━━ RECORDS ━━
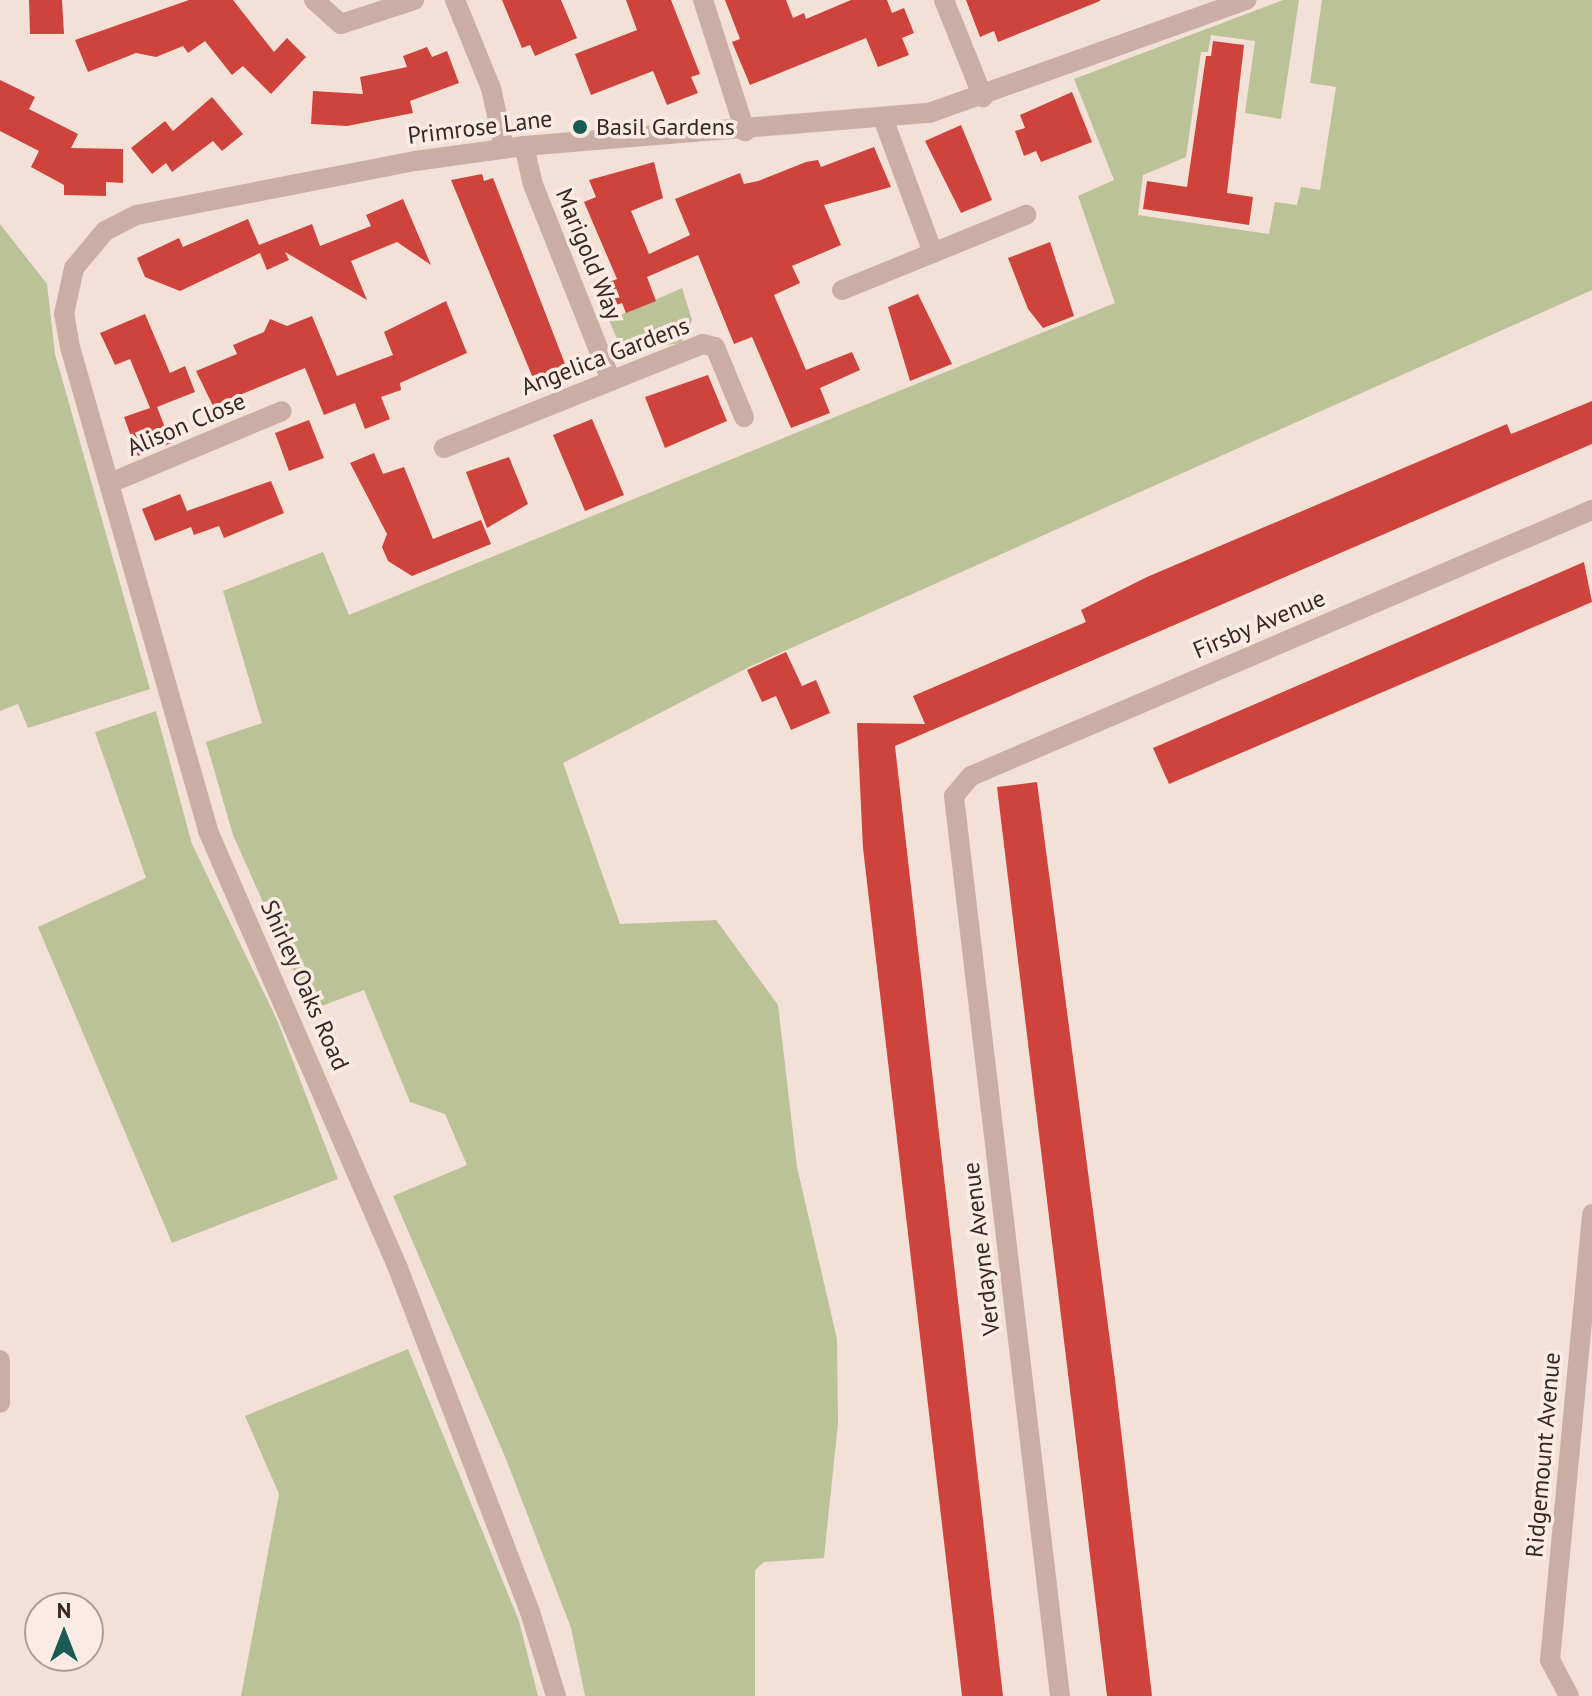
<!DOCTYPE html>
<html>
<head>
<meta charset="utf-8">
<style>
  body { margin:0 }
  #map { position:relative; width:1592px; height:1696px; overflow:hidden; background:#f3e1d8; font-family:"PT Sans",sans-serif }
  div>[style] { position:absolute }
  .green>* { inset:0; background:#bcc297 }
  .building>* { inset:0; background:#ce433b }
  .minor>* { height:20px; margin:-10px; padding:0 10px; transform-origin:10px; border-radius:10px; background:#cbaea3 }
  .dots>* { width:22px; height:22px; translate:-50% -50%; box-sizing:border-box; border:4px solid #faece4; border-radius:50% }
  span { translate:-50% -50%; white-space:nowrap; text-align:center; line-height:1.15; -webkit-text-stroke:7px #faece4; paint-order:stroke }
  .street-label { font-size:24px; color:#362826 }
  .poi-label { font-size:24px; color:#362826 }
  .left { translate:0 -50%; text-align:left }
  .north { position:absolute; left:24px; top:1592px; width:80px; height:80px; box-sizing:border-box; background:#faece4; border:2px solid #ac9e98; border-radius:50%; rotate:0deg; font-size:22px; font-weight:700; line-height:32px; text-align:center; color:#362826 }
  .north::after { content:''; display:block; margin:auto; width:28px; height:36px; background:#195a52; clip-path:polygon(50% 0,100% 100%,50% 72%,0 100%) }
</style>
</head>
<body>
<div id="map">
  <div class="green">
    <div style="clip-path:polygon(1283px 0,1299px 0,1281px 119px,1245px 113px,1255px 41px,1211px 35px,1208px 52px,1201px 52px,1186px 157px,1143px 175px,1138px 215px,1269px 234px,1275px 202px,1297px 205px,1301px 187px,1320px 190px,1336px 87px,1310px 83px,1322px 0,1592px 0,1592px 290px,751px 666px,563px 763px,620px 924px,716px 920px,778px 1005px,797px 1167px,837px 1339px,838px 1423px,824px 1558px,764px 1562px,755px 1570px,755px 1696px,585px 1696px,571px 1628px,506px 1459px,393px 1196px,467px 1165px,445px 1114px,410px 1102px,364px 990px,311px 1010px,233px 835px,206px 742px,262px 723px,223px 591px,323px 552px,349px 615px,1115px 303px,1078px 196px,1114px 180px,1074px 79px)"></div>
    <div style="clip-path:polygon(0 224px,47px 284px,55px 354px,150px 689px,28px 728px,18px 704px,0 711px)"></div>
    <div style="clip-path:polygon(682px 288px,692px 320px,681px 343px,637px 349px,617px 339px,609px 320px)"></div>
    <div style="clip-path:polygon(156px 711px,192px 844px,278px 1022px,338px 1179px,172px 1243px,38px 927px,146px 878px,95px 732px)"></div>
    <div style="clip-path:polygon(408px 1349px,519px 1621px,538px 1696px,241px 1696px,279px 1494px,245px 1416px)"></div>
  </div>
  <div class="building">
    <div style="clip-path:polygon(29px 0,62px 0,64px 34px,30px 34px)"></div>
    <div style="clip-path:polygon(189px 0,233px 0,274px 52px,287px 38px,306px 57px,271px 94px,243px 66px,232px 75px,205px 41px,188px 53px,183px 46px,156px 57px,136px 53px,88px 72px,75px 40px)"></div>
    <div style="clip-path:polygon(502px 0,561px 0,577px 38px,535px 56px,530px 45px,522px 48px)"></div>
    <div style="clip-path:polygon(626px 0,671px 0,700px 74px,691px 77px,698px 93px,667px 105px,653px 71px,591px 95px,575px 54px,637px 30px)"></div>
    <div style="clip-path:polygon(725px 0,786px 0,793px 18px,804px 13px,806px 19px,851px 0,887px 0,892px 13px,904px 8px,914px 33px,902px 38px,909px 55px,878px 67px,866px 38px,750px 85px,732px 42px,740px 39px)"></div>
    <div style="clip-path:polygon(966px 0,1100px 0,1100px 1px,998px 42px,994px 31px,980px 37px)"></div>
    <div style="clip-path:polygon(1213px 41px,1244px 45px,1227px 193px,1253px 197px,1249px 225px,1143px 209px,1147px 181px,1187px 187px,1206px 56px,1211px 56px)"></div>
    <div style="clip-path:polygon(427px 47px,432px 57px,447px 51px,459px 83px,410px 101px,413px 113px,347px 126px,311px 124px,313px 91px,363px 94px,360px 77px,407px 67px,403px 56px)"></div>
    <div style="clip-path:polygon(0 80px,35px 97px,29px 109px,78px 134px,71px 148px,123px 149px,123px 183px,106px 182px,106px 196px,64px 195px,64px 185px,31px 167px,39px 151px,0 131px)"></div>
    <div style="clip-path:polygon(1072px 92px,1092px 142px,1041px 162px,1036px 151px,1024px 156px,1015px 131px,1025px 128px,1020px 115px)"></div>
    <div style="clip-path:polygon(212px 97px,243px 134px,222px 151px,213px 141px,172px 172px,166px 163px,152px 174px,131px 148px,165px 121px,173px 131px)"></div>
    <div style="clip-path:polygon(961px 125px,992px 200px,961px 213px,925px 141px)"></div>
    <div style="clip-path:polygon(874px 147px,891px 187px,824px 205px,841px 245px,792px 266px,800px 283px,774px 295px,806px 370px,852px 352px,860px 370px,820px 388px,830px 413px,791px 428px,752px 337px,734px 344px,698px 255px,647px 277px,656px 301px,626px 313px,622px 303px,616px 305px,607px 283px,617px 279px,584px 202px,596px 197px,589px 180px,654px 162px,663px 198px,631px 211px,649px 254px,690px 235px,675px 199px,740px 173px,744px 184px,758px 181px,806px 162px,818px 160px,821px 167px)"></div>
    <div style="clip-path:polygon(482px 174px,484px 181px,493px 178px,567px 369px,535px 383px,451px 180px)"></div>
    <div style="clip-path:polygon(403px 199px,431px 265px,397px 242px,351px 261px,367px 300px,285px 252px,289px 260px,267px 270px,260px 253px,180px 291px,145px 277px,137px 258px,179px 238px,183px 247px,248px 219px,259px 245px,312px 224px,320px 246px,371px 226px,366px 215px)"></div>
    <div style="clip-path:polygon(1050px 242px,1074px 316px,1043px 328px,1028px 309px,1008px 258px)"></div>
    <div style="clip-path:polygon(918px 294px,952px 364px,910px 381px,888px 307px)"></div>
    <div style="clip-path:polygon(446px 301px,467px 353px,400px 383px,401px 390px,381px 397px,390px 419px,365px 429px,355px 403px,324px 415px,305px 368px,213px 406px,196px 371px,237px 354px,233px 345px,264px 332px,270px 319px,287px 326px,312px 316px,337px 376px,393px 355px,384px 332px)"></div>
    <div style="clip-path:polygon(145px 314px,170px 373px,185px 366px,195px 392px,157px 407px,171px 443px,138px 456px,124px 417px,150px 408px,130px 359px,115px 365px,100px 333px)"></div>
    <div style="clip-path:polygon(708px 375px,727px 421px,665px 448px,645px 397px)"></div>
    <div style="clip-path:polygon(1592px 401px,1592px 444px,895px 746px,1003px 1696px,962px 1696px,863px 848px,857px 723px,925px 724px,913px 696px,1086px 622px,1081px 610px,1147px 577px,1507px 424px,1511px 434px)"></div>
    <div style="clip-path:polygon(592px 419px,624px 495px,585px 511px,553px 435px)"></div>
    <div style="clip-path:polygon(309px 420px,324px 458px,289px 471px,275px 433px)"></div>
    <div style="clip-path:polygon(374px 453px,383px 474px,404px 467px,433px 539px,481px 520px,491px 544px,412px 576px,388px 561px,382px 547px,387px 534px,350px 463px)"></div>
    <div style="clip-path:polygon(509px 457px,528px 504px,487px 528px,466px 472px)"></div>
    <div style="clip-path:polygon(271px 481px,284px 513px,224px 538px,219px 526px,194px 535px,191px 527px,155px 541px,142px 509px,180px 494px,187px 511px)"></div>
    <div style="clip-path:polygon(1584px 562px,1592px 602px,1169px 784px,1153px 748px)"></div>
    <div style="clip-path:polygon(786px 652px,802px 686px,816px 680px,830px 713px,791px 730px,776px 696px,762px 702px,747px 670px)"></div>
    <div style="clip-path:polygon(1037px 782px,1115px 1379px,1152px 1696px,1107px 1696px,997px 787px)"></div>
  </div>
  <div class="minor">
    <div style="left:314px;top:0;width:36px;rotate:42deg"></div>
    <div style="left:341px;top:24px;width:77px;rotate:-18.2deg"></div>
    <div style="left:455px;top:0;width:95px;rotate:67.8deg"></div>
    <div style="left:491px;top:88px;width:60px;rotate:77.6deg"></div>
    <div style="left:703px;top:0;width:138px;rotate:72.2deg"></div>
    <div style="left:944px;top:0;width:105px;rotate:68.1deg"></div>
    <div style="left:884px;top:121px;width:141px;rotate:69.6deg"></div>
    <div style="left:524px;top:146px;width:37px;rotate:77deg"></div>
    <div style="left:532px;top:182px;width:214px;rotate:68.3deg"></div>
    <div style="left:842px;top:290px;width:199px;rotate:-22.2deg"></div>
    <div style="left:444px;top:448px;width:279px;rotate:-21.9deg"></div>
    <div style="left:703px;top:344px;width:12px;rotate:14deg"></div>
    <div style="left:715px;top:347px;width:76px;rotate:67.5deg"></div>
    <div style="left:110px;top:483px;width:186px;rotate:-22.7deg"></div>
    <div style="left:0;top:1360px;width:43px;rotate:90deg"></div>
    <div style="left:556px;top:1696px;width:88px;rotate:-107.2deg"></div>
    <div style="left:530px;top:1612px;width:368px;rotate:-111deg"></div>
    <div style="left:398px;top:1268px;width:477px;rotate:-113.5deg"></div>
    <div style="left:208px;top:830px;width:502px;rotate:-105.95deg"></div>
    <div style="left:70px;top:347px;width:34px;rotate:-100deg"></div>
    <div style="left:64px;top:314px;width:47px;rotate:-77.7deg"></div>
    <div style="left:74px;top:268px;width:48px;rotate:-50deg"></div>
    <div style="left:105px;top:231px;width:36px;rotate:-27deg"></div>
    <div style="left:137px;top:215px;width:283px;rotate:-11deg"></div>
    <div style="left:415px;top:161px;width:110px;rotate:-7.8deg"></div>
    <div style="left:524px;top:146px;width:406px;rotate:-4.7deg"></div>
    <div style="left:929px;top:113px;width:337px;rotate:-19.6deg"></div>
    <div style="left:1060px;top:1696px;width:906px;rotate:-96.72deg"></div>
    <div style="left:954px;top:796px;width:26px;rotate:-50deg"></div>
    <div style="left:971px;top:776px;width:676px;rotate:-23.19deg"></div>
    <div style="left:1569px;top:1696px;width:41px;rotate:-117.8deg"></div>
    <div style="left:1550px;top:1660px;width:448px;rotate:-84.6deg"></div>
  </div>
  <div class="dots">
    <div style="left:580px;top:127px;background:#195a52"></div>
  </div>
  <div class="street-label">
    <span style="left:480px;top:127px;rotate:-7deg">Primrose Lane</span>
    <span style="left:589px;top:254px;rotate:68deg">Marigold Way</span>
    <span style="left:605px;top:356px;rotate:-21deg">Angelica Gardens</span>
    <span style="left:186px;top:424px;rotate:-23deg">Alison Close</span>
    <span style="left:1259px;top:624px;rotate:-23deg">Firsby Avenue</span>
    <span style="left:305px;top:985px;rotate:66deg">Shirley Oaks Road</span>
    <span style="left:981px;top:1249px;rotate:-97deg">Verdayne Avenue</span>
    <span style="left:1543px;top:1455px;rotate:-85deg">Ridgemount Avenue</span>
  </div>
  <div class="poi-label">
    <span class="left" style="left:596px;top:127px">Basil Gardens</span>
  </div>
  <div class="north">N</div>
</div>
</body>
</html>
━━━
■ **WHAT IS NEEDED**:
Copy every line in the records above that contains the word "background".

■ **ANSWER FOR THIS EXERCISE**:
  #map { position:relative; width:1592px; height:1696px; overflow:hidden; background:#f3e1d8; font-family:"PT Sans",sans-serif }
  .green>* { inset:0; background:#bcc297 }
  .building>* { inset:0; background:#ce433b }
  .minor>* { height:20px; margin:-10px; padding:0 10px; transform-origin:10px; border-radius:10px; background:#cbaea3 }
  .north { position:absolute; left:24px; top:1592px; width:80px; height:80px; box-sizing:border-box; background:#faece4; border:2px solid #ac9e98; border-radius:50%; rotate:0deg; font-size:22px; font-weight:700; line-height:32px; text-align:center; color:#362826 }
  .north::after { content:''; display:block; margin:auto; width:28px; height:36px; background:#195a52; clip-path:polygon(50% 0,100% 100%,50% 72%,0 100%) }
    <div style="left:580px;top:127px;background:#195a52"></div>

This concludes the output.